According to new findings from Aqua’s “2021 Cloud Security Report: Cloud Configuration Risks Exposed”, these misconfigurations, for example, leaving bucket or blog storage open, can open companies up to critical security breaches.
“When you consider that a single cloud misconfiguration can expose organizations to severe cyber risk, such as data breaches, resource hijacking and denial of service attacks, the consequences of failing to address misconfiguration issues are all too real to ignore,” said Assaf Morag, Lead Data Analyst with Aqua’s Team Nautilus.
The research also notes that less than 1% of enterprise organizations fixed all detected issues while less than 8% of SMBs fixed all detected issues.
More than 50% of all organizations receive alerts about misconfigured services with all ports open to the world, but only 68% of these issues were fixed, taking 24 days on average.

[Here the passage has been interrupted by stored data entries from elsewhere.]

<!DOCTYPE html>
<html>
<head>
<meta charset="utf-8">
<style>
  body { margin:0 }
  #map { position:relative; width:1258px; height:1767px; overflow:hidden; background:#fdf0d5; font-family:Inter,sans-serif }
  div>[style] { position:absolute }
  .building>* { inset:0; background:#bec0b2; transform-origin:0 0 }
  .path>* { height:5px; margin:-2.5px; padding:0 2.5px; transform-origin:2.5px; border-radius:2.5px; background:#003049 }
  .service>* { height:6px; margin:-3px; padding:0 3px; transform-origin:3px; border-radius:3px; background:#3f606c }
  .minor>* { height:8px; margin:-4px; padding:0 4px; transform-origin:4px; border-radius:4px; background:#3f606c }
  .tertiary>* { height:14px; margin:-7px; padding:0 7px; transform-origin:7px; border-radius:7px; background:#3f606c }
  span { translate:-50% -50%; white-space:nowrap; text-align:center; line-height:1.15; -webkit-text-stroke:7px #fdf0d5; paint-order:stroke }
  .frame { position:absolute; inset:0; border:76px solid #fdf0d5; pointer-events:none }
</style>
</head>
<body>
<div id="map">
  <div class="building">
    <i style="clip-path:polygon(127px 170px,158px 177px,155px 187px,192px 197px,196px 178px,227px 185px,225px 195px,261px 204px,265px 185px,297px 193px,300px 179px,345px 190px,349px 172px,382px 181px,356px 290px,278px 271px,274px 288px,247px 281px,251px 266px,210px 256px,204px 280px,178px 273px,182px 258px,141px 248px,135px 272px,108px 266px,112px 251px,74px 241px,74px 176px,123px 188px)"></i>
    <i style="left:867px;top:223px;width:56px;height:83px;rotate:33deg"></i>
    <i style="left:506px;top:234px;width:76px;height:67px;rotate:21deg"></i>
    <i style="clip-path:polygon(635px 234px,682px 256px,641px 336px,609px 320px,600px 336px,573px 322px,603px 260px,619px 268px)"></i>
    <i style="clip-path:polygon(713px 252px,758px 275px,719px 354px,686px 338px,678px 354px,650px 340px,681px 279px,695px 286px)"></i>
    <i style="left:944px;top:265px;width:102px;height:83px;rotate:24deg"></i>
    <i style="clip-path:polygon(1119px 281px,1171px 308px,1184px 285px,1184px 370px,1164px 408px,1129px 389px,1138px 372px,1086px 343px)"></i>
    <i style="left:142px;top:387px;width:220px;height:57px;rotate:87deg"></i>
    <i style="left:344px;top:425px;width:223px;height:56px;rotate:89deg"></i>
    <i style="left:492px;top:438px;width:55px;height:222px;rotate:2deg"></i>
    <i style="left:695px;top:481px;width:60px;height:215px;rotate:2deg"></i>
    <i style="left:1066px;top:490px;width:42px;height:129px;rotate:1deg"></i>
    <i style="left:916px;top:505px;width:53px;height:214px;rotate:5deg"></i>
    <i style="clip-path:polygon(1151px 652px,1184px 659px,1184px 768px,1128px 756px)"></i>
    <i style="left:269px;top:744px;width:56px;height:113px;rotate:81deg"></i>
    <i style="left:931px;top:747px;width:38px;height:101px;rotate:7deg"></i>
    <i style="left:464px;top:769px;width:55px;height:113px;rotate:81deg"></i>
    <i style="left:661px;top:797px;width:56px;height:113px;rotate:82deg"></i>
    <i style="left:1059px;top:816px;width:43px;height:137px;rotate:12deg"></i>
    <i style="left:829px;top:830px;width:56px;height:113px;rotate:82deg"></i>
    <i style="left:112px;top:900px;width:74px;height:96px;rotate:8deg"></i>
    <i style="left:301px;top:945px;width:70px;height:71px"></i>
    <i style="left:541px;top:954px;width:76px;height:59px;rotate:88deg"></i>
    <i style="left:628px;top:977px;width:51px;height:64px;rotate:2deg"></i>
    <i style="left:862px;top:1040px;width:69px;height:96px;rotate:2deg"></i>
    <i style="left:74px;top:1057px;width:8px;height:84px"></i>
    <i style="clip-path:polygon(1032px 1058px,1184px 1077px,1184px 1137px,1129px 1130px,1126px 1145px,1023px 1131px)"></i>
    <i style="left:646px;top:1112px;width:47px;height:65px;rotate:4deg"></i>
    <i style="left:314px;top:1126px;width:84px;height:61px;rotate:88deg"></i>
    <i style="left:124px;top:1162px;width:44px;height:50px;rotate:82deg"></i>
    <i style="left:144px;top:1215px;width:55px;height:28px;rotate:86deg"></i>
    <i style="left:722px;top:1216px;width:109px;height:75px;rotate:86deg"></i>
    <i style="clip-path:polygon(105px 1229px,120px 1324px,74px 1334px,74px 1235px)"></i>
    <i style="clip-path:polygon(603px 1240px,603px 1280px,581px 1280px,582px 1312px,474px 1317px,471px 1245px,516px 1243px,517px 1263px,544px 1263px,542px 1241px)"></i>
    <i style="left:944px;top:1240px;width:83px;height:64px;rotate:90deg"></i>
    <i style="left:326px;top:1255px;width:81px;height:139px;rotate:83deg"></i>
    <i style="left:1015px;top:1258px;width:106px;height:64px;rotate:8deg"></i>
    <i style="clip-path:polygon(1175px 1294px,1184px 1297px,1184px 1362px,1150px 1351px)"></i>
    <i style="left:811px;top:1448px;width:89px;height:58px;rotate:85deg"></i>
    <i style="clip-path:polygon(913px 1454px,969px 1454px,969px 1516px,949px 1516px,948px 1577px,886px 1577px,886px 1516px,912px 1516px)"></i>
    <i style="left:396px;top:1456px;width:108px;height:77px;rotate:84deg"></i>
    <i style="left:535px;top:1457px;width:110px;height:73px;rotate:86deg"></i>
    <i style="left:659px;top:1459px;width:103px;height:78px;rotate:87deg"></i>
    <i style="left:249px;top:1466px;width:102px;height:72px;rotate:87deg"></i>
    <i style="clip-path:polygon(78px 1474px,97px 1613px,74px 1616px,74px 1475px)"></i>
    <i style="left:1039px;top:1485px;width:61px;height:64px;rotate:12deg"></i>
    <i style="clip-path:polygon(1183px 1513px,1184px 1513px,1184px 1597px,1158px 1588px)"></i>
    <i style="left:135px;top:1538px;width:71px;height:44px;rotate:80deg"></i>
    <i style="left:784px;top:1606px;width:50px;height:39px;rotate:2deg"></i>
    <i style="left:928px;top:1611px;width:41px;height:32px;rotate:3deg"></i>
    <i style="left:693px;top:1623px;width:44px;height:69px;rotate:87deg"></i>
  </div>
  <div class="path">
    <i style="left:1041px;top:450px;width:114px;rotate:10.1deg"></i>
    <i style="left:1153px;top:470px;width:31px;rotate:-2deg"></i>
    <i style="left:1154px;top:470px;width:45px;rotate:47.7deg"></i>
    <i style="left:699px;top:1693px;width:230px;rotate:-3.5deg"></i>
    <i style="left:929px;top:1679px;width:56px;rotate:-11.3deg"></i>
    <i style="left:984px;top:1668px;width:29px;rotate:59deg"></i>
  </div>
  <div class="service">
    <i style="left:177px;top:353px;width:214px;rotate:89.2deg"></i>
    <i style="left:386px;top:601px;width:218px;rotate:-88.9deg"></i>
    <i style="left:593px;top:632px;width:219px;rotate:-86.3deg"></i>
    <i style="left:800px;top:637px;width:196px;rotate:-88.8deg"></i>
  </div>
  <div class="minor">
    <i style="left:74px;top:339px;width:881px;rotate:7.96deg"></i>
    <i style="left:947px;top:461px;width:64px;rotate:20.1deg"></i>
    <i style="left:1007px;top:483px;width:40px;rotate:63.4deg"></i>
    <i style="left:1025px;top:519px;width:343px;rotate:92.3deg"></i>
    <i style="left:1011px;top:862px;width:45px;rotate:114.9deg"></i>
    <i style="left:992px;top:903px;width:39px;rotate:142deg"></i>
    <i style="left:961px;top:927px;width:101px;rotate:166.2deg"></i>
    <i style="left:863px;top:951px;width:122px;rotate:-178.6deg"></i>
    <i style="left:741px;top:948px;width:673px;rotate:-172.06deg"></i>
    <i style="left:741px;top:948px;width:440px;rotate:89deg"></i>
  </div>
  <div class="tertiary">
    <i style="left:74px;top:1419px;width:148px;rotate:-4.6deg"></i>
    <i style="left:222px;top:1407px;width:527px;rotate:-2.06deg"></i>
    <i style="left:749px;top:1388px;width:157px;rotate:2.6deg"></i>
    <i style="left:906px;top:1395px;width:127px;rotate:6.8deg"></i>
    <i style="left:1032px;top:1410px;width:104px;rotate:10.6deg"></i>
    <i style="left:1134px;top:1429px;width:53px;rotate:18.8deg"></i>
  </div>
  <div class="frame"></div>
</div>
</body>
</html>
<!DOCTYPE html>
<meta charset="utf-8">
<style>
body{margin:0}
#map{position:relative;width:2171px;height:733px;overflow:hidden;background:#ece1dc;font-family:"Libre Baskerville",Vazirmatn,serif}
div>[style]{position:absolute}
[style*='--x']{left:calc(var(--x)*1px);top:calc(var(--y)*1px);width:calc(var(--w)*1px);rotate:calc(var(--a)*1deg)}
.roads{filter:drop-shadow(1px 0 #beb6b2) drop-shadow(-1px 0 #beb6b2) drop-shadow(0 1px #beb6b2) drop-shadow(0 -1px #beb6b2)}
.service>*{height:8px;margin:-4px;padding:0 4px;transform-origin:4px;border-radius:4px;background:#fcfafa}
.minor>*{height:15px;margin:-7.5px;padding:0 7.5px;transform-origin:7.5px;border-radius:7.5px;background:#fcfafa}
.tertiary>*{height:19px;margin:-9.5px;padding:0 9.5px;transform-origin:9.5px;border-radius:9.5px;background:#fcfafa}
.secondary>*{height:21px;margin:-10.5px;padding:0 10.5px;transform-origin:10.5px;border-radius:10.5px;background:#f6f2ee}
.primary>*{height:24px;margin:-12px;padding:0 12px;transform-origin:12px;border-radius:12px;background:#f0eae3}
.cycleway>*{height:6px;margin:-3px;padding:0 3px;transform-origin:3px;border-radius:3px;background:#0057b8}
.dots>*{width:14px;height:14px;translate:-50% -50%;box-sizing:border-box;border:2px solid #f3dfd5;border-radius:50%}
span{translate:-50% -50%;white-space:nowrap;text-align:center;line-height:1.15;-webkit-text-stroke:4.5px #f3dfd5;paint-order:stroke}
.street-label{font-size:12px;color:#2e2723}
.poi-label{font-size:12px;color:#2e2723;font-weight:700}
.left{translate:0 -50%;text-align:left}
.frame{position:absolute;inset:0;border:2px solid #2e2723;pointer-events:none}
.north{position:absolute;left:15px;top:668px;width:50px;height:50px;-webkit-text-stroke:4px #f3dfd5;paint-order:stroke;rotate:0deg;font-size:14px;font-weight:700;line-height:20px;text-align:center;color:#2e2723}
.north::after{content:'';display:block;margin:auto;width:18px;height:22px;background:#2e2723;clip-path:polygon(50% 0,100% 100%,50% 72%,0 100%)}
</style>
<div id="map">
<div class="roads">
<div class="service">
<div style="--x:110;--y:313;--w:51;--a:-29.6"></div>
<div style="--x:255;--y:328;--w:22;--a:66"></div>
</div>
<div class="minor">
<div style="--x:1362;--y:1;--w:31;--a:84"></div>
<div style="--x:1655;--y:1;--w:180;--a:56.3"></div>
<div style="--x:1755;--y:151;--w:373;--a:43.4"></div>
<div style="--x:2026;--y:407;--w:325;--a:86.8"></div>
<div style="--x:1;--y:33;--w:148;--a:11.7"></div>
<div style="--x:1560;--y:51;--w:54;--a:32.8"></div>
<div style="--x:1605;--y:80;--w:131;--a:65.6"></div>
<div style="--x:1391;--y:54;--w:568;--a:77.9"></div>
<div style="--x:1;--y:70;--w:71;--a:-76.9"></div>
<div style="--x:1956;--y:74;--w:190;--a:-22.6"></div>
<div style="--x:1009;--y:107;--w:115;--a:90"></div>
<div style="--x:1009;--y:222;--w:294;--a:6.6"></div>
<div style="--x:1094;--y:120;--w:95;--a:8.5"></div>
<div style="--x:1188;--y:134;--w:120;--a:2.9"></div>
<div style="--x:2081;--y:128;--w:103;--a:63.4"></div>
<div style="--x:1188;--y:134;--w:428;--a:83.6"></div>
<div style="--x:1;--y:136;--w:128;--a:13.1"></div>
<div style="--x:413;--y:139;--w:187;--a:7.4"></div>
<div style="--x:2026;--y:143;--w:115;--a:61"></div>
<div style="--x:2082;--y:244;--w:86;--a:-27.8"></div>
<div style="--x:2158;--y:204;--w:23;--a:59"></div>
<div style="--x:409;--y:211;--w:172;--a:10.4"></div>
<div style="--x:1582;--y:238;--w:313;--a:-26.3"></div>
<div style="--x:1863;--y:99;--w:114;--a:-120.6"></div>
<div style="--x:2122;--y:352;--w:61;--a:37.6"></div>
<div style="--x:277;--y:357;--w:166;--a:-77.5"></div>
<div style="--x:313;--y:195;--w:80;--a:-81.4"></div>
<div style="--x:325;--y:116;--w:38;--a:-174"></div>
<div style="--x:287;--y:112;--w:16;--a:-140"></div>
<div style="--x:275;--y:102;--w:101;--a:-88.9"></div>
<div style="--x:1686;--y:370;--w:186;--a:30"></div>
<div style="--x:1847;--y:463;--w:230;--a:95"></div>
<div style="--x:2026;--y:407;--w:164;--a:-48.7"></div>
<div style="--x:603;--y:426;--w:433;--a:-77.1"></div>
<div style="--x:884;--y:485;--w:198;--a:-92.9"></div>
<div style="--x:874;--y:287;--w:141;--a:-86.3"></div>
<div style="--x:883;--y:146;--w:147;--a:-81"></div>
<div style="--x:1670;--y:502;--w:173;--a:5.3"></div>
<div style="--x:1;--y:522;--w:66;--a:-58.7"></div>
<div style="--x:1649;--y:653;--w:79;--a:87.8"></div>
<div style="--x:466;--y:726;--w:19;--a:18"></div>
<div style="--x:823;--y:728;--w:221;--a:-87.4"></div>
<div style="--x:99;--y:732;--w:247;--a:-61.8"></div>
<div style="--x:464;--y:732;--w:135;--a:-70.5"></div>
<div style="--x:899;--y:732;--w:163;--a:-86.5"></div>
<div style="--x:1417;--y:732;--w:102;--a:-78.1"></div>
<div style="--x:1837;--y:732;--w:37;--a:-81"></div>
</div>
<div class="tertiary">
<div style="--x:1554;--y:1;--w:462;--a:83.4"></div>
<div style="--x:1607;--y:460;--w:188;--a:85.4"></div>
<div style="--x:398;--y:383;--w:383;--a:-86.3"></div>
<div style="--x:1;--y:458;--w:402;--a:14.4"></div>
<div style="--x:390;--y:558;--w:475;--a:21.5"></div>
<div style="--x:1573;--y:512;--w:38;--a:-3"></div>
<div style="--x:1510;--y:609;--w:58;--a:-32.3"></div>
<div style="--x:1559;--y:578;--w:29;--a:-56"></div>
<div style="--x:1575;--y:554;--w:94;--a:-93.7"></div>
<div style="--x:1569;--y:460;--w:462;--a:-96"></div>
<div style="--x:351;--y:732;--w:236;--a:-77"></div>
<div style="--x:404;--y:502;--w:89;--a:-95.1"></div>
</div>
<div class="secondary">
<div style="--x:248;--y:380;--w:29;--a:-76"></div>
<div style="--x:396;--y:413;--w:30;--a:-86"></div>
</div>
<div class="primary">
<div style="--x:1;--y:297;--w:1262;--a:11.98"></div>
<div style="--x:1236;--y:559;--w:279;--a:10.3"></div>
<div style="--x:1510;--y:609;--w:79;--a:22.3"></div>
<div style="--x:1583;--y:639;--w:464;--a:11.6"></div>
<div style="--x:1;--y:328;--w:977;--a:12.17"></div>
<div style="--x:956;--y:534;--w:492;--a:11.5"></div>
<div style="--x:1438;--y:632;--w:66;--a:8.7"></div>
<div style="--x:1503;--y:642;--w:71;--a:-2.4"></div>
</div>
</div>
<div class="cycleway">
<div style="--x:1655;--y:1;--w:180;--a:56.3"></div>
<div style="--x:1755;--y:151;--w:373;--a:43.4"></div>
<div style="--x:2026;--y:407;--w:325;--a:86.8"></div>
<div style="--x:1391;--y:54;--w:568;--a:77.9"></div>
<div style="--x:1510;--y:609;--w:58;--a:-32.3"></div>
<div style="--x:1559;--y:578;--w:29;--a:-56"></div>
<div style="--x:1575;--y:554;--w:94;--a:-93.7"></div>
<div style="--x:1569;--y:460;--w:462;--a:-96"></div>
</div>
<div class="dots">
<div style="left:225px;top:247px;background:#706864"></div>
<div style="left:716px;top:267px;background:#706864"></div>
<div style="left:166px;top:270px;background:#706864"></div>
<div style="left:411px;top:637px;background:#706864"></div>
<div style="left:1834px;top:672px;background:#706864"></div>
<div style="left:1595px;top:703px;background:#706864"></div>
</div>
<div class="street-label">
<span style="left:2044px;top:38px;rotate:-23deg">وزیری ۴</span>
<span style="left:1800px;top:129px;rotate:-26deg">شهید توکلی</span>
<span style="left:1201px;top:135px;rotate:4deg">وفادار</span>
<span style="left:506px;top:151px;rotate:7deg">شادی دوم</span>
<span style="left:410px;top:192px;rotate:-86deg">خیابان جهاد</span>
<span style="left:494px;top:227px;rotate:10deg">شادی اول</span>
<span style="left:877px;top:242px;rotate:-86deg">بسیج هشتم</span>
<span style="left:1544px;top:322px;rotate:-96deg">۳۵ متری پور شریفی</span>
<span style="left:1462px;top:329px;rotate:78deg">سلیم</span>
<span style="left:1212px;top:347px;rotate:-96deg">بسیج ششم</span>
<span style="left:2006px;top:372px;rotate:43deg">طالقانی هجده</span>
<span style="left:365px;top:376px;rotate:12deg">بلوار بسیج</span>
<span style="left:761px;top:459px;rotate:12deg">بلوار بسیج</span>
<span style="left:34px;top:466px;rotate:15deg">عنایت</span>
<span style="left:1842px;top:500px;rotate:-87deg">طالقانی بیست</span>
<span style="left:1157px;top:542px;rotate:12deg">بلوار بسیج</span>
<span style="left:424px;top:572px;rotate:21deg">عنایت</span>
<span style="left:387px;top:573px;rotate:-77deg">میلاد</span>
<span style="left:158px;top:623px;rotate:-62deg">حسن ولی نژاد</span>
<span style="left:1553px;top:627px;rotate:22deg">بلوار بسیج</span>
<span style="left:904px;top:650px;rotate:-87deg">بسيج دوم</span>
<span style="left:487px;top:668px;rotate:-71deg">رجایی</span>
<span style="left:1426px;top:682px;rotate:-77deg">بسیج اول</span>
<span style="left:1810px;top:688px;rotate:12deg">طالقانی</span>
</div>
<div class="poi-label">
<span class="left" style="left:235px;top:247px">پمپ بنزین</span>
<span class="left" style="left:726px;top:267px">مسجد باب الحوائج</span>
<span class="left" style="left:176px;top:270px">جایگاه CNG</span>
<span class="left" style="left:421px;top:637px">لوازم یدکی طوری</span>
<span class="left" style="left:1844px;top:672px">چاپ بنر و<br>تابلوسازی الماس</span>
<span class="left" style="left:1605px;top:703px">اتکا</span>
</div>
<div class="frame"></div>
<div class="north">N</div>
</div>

“Cloud-native applications improve agility by giving more people access to define the environment, but we see many organizations move away from a centralized approach to security,” added Morag. “The traditional model of permitting only a small, highly skilled team of security practitioners to make all configuration changes has given way to a modern, decentralized approach. Development teams are making configuration decisions or applying services, and that can have dramatic implications for the security posture of an organization’s production environment.”
The report points to five common types of cloud setting misconfigurations: storage (bucket/blob) misconfigurations, identity and access management (IAM) misconfigurations, data encryption issues, exploitable services behind open ports, and container technology exploitation.
The report underscores the need for channel partners to proactively assist customers in managing these issues.